И – тихо покачнулась земля. Мне показалось, что она – вечная колыбель, баюкающая нас. Но земля внезапно содрогнулась, бешеными толчками била она нас снизу – в ноги, в грудь, в лицо; ослабли бабушкины объятия, земля вздымалась, как необъезженный конь; степи, горы в последней потуге удерживались, чтобы не сгинуть. Я видел, высунувшись из-под кошмы, – огромный гриб заполонил небо, и огнедышащие сполохи играли невообразимо буйным соцветьем красок. Страх и удивление в единый миг сковали мою душу, такого мне и в самом страшном сне не дано было увидеть. Стонали горы, с грохотом катились вниз огромные камни, скрипели, гнулись деревья, и в адские эти звуки внезапно вплелся еще один – отчаянный, режущий уши визг ли, плач? …Я до сих пор не знаю, как правильно назвать этот страшный звук. Маленькая девочка в белом платьице бежала, увертываясь от скачущих каменных глыб. Я и сам не заметил, как выбрался из-под кошмы и, стоя во весь рост, оцепенело глядел ей вслед. Огненный гриб тяжело поднимался, слепили глаза яркие вспышки, по качающейся земле неизвестно куда убегала маленькая девочка. Я застыл, как вкопанный, не понимая, что мне нужно предпринять. Ее крик резал мне уши. А может, не было крика? Может, я вообразил, что она кричала? Может, она беззвучно открывала рот и бежала не в степь, а в горы, и камни шарахались от нее.
"Она погибнет, ее надо спасти, надо бежать за ней, догнать ее, – подумал я и крикнул: – Кенже!.. Кенже!.. Кенже!.."
Я ринулся за ней, и вдруг меня осенило: наверное, она сошла с ума! Потрясенный неожиданной догадкой, я споткнулся и упал. В эту же секунду надо мной пролетел большой камень, и я понял, что Аллах спас меня. Кенже сошла с ума, сошла с ума… Я настигал ее. Худые плечи ее вздрагивали, она бежала и плакала, теперь я точно слышал ее душераздирающий крик:
– А-а-а!.. Пространство вдруг заново озарилось всполохами. Я настиг Кенже, и мы рухнули на землю. Тяжелый топот сапог приближался, и не успел я обернуться, как нас накрыли тяжелой кошмой. Я услышал грубый голос:
– Лежать! Не подниматься! – Кенже легко сжала мою руку.
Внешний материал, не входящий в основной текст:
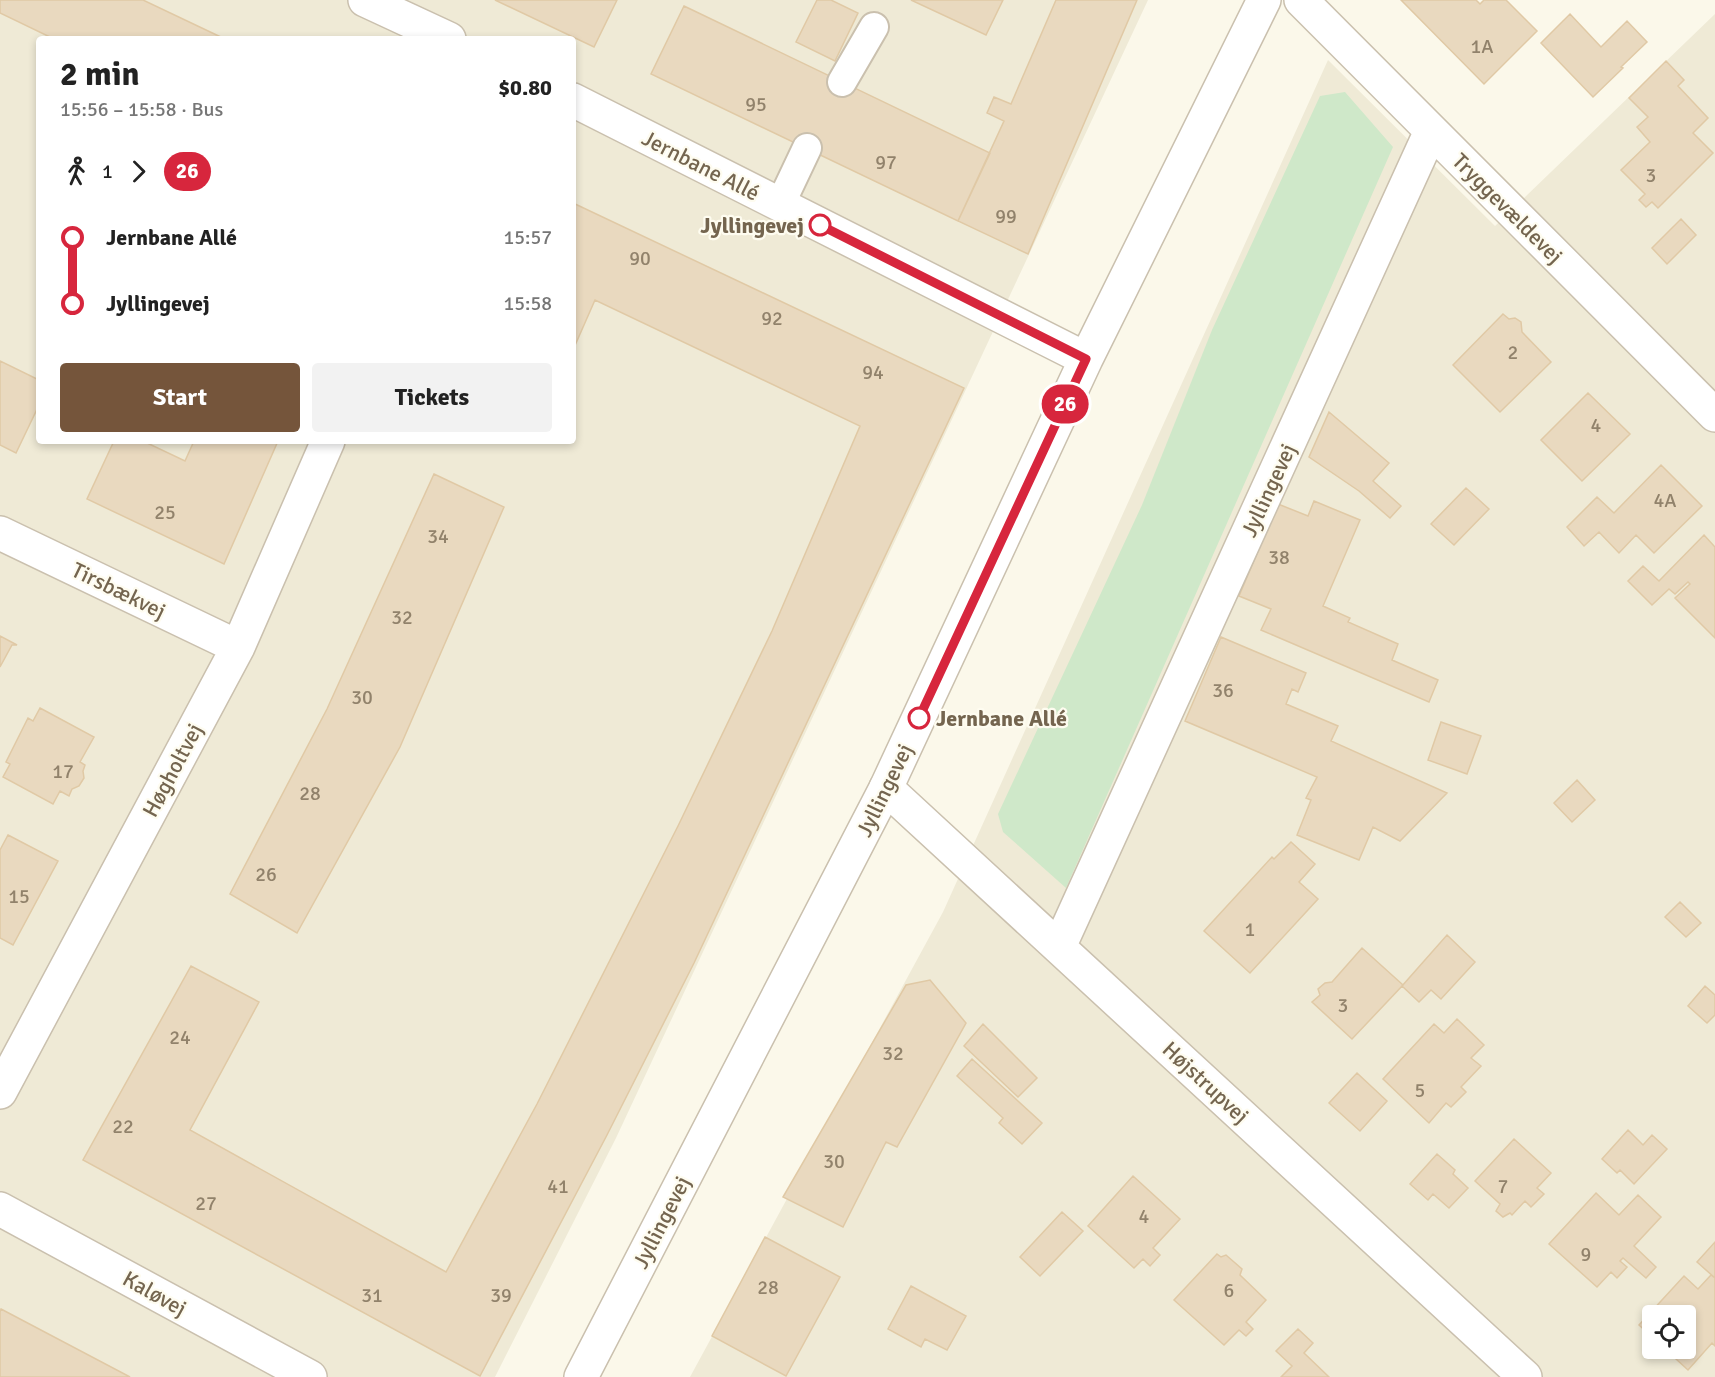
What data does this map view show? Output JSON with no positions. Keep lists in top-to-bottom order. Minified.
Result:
{"streets":{"street":["Jernbane Allé","Tryggevældevej","Jyllingevej","Tirsbækvej","Høgholtvej","Højstrupvej","Kaløvej"]},"crossings":[["Jernbane Allé","Jyllingevej"],["Tryggevældevej","Jyllingevej"],["Jyllingevej","Højstrupvej"],["Tirsbækvej","Høgholtvej"]],"places":["Jyllingevej","Jernbane Allé"],"lines":["bus line 26"],"house_numbers":["1A","95","97","3","99","90","92","2","94","4","4A","25","34","38","32","36","30","17","28","26","15","1","3","24","32","5","22","30","41","7","27","4","9","28","6","31","39"],"page":{"on_map":"26","heading":["2 min","15:56 – 15:58 · Bus","$0.80"],"legs":["1","26"],"list":[{"name":"Jernbane Allé","value":"15:57"},{"name":"Jyllingevej","value":"15:58"}],"buttons":["Start","Tickets"]}}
– Не бойся, – шепнул я ей, но она не ответила. Прикосновение влажных ее пальцев – разве забудешь такое?..
Земля вновь задрожала, теперь еще сильнее, она билась, как в падучей, и сердце мое билось – вниз-вверх, вниз-вверх, и душа замирала. Я забыл о Кенже, я забыл обо всем на свете, я понял – на меня рухнул мир, и сейчас я погибну под его обломками. Я думал только о себе, смерть стояла надо мной с занесенным топором, вжик-вжик-вжик – и лезвие опустится на мою детскую шею, я терял сознание, ощущая в некоем мерцании, как холодеет рука Кенже. "Она умерла" , – успел подумать я, ибо мое замутненное сознание медленно возвращалось на круги своя. Под кошмой, в полной темноте рядом с мертвой Кенже я мелко-мелко дрожал, обливаясь холодным потом. Своим мальчишеским сердцем я внезапно понял, что был влюблен в эту маленькую болезненную девочку. Я зашевелился, пытаясь приблизиться к лицу Кенже, поцеловать ее в первый и последний раз.
– Не рыпаться! Тихо лежать! – услышал я прежний грозный голос, но все же успел рывком дотянуться до нее и поцеловал, кажется, в лоб. На меня опять прикрикнули, но голос звучал глухо, и я понял, что его обладатель тоже говорит из-под кошмы. И казалось, что наступил конец света.После взрыва мы еще полторы недели жили в Чингисских горах Тут же, на высокой сопке, похоронили Кенже – первую безвинную жертву испытаний водородной бомбы на полигоне "близ города Семипалатинска". Город Семей – Семипалатинск! Родной, пыльный, малоприметный, с этого дня ты стал известен во всем мире! Семипалатинск… Семей… Невада… Полигон… Атом… Испытания…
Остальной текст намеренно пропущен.